Far-red dyes possess a longer absorption and excitation wavelengths above 650 nm. This wavelength spectra of bio-imaging dyes produces ideal staining characteristics such as low background, the ability to detect emission in deeper tissue, high-resistance to photobleaching, and can be excited without co-excitation and visualization of green auto fluorescing biomolecules5,6. While intracellular relocation of membrane probes in live cells is inevitable, due to normal plasma membrane turnover, the far-red versions of the MemGlow™ probes are structurally distinct from the standard probes, and exhibit greater lipophilicity conferring resistance to endocytosis³.

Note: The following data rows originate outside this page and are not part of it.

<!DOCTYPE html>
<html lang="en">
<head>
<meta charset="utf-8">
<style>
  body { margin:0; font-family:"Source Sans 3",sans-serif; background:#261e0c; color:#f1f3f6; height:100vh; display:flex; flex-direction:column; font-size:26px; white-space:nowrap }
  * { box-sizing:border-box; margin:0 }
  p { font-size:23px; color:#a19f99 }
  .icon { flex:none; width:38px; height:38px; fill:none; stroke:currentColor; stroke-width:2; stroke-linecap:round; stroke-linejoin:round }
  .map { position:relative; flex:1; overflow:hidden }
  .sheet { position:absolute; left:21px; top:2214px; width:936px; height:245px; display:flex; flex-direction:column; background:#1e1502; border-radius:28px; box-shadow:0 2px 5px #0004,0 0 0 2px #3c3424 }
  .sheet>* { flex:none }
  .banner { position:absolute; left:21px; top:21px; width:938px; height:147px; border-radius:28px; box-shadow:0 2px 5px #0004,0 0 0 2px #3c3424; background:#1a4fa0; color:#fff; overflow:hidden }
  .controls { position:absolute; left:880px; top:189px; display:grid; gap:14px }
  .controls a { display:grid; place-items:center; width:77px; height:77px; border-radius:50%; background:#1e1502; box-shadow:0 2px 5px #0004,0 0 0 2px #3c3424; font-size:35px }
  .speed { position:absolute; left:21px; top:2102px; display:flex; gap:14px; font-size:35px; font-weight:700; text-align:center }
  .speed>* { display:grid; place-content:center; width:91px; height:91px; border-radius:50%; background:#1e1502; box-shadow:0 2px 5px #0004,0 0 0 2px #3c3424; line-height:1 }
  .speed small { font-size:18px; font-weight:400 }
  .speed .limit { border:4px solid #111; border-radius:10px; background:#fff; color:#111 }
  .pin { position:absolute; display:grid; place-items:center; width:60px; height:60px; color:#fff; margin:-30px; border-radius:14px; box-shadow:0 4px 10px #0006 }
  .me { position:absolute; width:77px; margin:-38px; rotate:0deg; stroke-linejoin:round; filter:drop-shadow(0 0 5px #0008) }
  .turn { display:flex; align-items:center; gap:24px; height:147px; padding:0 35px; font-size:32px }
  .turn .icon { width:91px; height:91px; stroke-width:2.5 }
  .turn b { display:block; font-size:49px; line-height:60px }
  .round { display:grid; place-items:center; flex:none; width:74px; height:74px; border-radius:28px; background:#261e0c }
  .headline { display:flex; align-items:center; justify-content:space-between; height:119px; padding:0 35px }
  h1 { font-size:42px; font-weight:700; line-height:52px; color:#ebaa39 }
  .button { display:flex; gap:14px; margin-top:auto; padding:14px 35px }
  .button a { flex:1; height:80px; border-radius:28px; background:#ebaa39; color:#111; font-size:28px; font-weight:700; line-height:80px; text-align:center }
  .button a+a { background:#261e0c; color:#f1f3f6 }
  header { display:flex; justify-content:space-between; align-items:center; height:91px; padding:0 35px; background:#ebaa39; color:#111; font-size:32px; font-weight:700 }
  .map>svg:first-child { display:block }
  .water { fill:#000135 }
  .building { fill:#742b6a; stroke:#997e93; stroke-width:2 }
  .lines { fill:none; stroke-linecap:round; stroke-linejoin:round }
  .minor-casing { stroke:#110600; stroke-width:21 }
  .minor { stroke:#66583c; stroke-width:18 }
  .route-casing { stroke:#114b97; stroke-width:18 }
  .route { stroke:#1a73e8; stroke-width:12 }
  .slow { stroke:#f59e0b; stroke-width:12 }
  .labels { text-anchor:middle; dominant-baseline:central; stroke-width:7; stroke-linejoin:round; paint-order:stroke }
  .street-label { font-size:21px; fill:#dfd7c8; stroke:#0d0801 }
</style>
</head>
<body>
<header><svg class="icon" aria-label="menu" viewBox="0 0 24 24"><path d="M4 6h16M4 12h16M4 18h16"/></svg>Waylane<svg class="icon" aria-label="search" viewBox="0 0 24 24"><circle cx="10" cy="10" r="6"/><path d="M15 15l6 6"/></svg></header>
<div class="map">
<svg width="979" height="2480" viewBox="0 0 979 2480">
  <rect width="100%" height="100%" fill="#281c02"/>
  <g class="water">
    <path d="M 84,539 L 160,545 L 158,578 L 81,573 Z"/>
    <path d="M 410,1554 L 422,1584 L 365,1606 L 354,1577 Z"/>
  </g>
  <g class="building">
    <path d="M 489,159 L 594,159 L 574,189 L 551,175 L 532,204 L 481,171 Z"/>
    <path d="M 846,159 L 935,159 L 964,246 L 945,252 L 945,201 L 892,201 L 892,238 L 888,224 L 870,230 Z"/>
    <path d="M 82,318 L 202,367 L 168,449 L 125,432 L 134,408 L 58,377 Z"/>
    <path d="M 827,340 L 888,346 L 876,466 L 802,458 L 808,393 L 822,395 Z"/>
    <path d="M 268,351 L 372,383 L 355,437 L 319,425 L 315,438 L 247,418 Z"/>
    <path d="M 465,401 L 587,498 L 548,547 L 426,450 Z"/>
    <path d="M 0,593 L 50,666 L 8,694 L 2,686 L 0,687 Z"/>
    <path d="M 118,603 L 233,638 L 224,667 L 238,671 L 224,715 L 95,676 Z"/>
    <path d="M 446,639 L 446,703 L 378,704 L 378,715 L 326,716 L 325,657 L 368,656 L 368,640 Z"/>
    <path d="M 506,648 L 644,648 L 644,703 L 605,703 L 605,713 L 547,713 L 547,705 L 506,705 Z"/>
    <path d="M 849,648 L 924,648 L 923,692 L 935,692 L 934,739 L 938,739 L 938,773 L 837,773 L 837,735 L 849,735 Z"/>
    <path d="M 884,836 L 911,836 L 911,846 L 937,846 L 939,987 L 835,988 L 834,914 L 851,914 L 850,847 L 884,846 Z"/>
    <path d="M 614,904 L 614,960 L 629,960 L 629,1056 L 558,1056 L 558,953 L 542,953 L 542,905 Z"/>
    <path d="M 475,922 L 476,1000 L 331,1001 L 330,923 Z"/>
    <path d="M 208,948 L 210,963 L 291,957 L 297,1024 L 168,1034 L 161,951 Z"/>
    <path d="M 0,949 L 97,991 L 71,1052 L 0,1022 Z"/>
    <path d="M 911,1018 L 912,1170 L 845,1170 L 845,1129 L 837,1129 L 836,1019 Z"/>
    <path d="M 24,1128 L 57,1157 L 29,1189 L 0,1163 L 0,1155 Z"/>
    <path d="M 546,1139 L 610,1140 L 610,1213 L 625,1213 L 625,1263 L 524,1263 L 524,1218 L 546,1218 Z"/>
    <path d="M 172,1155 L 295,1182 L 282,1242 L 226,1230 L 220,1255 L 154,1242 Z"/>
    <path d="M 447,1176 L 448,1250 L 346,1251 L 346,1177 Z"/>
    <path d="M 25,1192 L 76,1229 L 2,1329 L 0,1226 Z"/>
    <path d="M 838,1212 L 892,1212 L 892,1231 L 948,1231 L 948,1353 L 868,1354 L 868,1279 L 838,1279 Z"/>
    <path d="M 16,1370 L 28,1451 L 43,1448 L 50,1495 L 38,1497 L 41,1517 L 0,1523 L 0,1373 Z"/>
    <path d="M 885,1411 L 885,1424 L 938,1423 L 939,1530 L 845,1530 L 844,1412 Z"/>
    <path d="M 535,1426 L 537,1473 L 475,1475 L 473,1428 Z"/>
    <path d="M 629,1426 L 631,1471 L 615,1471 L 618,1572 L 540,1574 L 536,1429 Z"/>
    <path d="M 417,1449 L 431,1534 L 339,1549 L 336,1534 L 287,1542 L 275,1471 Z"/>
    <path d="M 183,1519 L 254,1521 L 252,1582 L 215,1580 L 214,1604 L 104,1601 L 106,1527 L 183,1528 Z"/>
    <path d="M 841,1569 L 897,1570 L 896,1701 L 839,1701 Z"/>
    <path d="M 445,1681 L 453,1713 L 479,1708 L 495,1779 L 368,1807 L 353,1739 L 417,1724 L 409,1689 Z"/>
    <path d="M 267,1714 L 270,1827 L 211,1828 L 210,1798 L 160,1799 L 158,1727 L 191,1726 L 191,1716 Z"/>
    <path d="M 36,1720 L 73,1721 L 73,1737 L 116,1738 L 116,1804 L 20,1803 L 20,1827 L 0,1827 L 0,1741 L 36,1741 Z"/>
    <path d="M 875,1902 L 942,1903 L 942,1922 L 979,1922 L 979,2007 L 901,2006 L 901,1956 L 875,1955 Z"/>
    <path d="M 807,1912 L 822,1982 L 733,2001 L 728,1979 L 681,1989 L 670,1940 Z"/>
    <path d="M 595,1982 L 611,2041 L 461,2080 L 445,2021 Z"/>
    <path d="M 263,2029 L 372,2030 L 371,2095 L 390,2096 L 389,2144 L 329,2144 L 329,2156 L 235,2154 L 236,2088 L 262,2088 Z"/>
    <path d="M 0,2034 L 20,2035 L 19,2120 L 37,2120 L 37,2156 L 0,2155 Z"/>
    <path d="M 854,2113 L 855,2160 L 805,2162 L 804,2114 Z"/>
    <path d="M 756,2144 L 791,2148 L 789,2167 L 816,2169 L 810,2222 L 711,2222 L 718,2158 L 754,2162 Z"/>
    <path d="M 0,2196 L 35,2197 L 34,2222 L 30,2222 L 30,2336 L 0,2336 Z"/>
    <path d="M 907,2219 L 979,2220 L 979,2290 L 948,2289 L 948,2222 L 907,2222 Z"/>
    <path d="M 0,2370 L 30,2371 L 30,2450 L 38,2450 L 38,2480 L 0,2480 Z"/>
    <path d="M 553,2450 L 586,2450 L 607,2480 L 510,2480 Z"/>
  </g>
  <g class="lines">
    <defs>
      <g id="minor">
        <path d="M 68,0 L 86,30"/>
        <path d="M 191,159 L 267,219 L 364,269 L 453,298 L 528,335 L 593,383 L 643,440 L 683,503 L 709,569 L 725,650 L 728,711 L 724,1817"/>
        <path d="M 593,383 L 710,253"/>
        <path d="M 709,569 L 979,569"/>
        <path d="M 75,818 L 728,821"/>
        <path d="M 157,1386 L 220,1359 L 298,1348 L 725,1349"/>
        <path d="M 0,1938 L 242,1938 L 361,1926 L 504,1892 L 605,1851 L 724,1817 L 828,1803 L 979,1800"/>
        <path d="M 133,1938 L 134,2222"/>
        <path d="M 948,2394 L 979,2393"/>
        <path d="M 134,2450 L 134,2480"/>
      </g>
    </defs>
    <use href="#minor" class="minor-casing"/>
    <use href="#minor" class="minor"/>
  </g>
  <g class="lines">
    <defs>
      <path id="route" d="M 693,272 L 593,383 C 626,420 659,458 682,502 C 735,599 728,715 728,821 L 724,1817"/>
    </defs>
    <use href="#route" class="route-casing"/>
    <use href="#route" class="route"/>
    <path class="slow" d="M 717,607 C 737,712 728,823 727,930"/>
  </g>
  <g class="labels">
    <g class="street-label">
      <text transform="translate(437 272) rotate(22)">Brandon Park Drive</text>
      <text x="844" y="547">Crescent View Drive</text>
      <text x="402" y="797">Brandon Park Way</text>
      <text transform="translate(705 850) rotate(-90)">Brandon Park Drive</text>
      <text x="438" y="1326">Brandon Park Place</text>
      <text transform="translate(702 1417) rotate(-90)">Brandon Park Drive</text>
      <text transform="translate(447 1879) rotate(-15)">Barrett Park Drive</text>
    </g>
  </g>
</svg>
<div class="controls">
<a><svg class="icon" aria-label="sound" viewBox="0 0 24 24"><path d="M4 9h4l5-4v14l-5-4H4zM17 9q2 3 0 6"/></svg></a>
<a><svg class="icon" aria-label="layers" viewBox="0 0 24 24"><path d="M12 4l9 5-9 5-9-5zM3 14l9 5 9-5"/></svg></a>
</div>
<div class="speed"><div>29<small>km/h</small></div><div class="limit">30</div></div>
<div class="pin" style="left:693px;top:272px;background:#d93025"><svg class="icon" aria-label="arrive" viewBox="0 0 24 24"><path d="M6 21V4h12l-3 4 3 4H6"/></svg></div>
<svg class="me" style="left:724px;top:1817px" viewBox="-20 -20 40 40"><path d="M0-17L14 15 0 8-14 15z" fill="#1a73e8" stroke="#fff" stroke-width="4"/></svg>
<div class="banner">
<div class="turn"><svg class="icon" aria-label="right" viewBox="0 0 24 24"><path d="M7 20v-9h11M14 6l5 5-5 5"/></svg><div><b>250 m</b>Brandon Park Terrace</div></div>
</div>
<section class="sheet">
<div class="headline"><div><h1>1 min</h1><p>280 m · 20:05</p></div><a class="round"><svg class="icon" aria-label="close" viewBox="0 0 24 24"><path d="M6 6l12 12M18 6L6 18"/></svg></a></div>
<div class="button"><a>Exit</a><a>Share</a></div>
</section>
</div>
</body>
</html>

MemGlow™ 590 and 700 are red-shifted probes that are structurally distinct from their standard MemGlow™ counterparts and resist endocytosis when labeling live HeLa and KB cell PMs and show little probe internalization even after 90 minutes³.
Fixed primary hippocampal neurons from mice were labeled by 5 µg/ml WGA-647, 5 µM DiD, mCling-647, and 200 nM MemGlow™ 590³. WGA-Alexa Fluor 647 staining was mostly homogenous for the plasma membrane; however, there were distinct unlabeled sections along the cell periphery. DiD performed better than WGA-Alexa Fluor 647, however; distinct cell-to-cell variation of PM labeling was observed. mCling labeling of the PM was inconsistent, quickly internalized into intracellular vesicles, and lethal at concentrations above 2 µM. To contrast, MemGlow™ 590 effectively and efficiently labeled the PM of the neuronal body and neuronal protrusions at 200 nM concentrations³.
HeLa cells were fixed in 4% PFA prior to labeling with 20 nM of MemGlow™ 590 and high-resolution images were reconstructed from 6000-10000 frames³.
MemGlow™ 560, 590, 640, and 700 are able to achieve up to a 1200 Goeppert-Mayer cross section in DMSO, and successfully produce high-signal and low-noise images of live KB cell plasma membranes without washing³.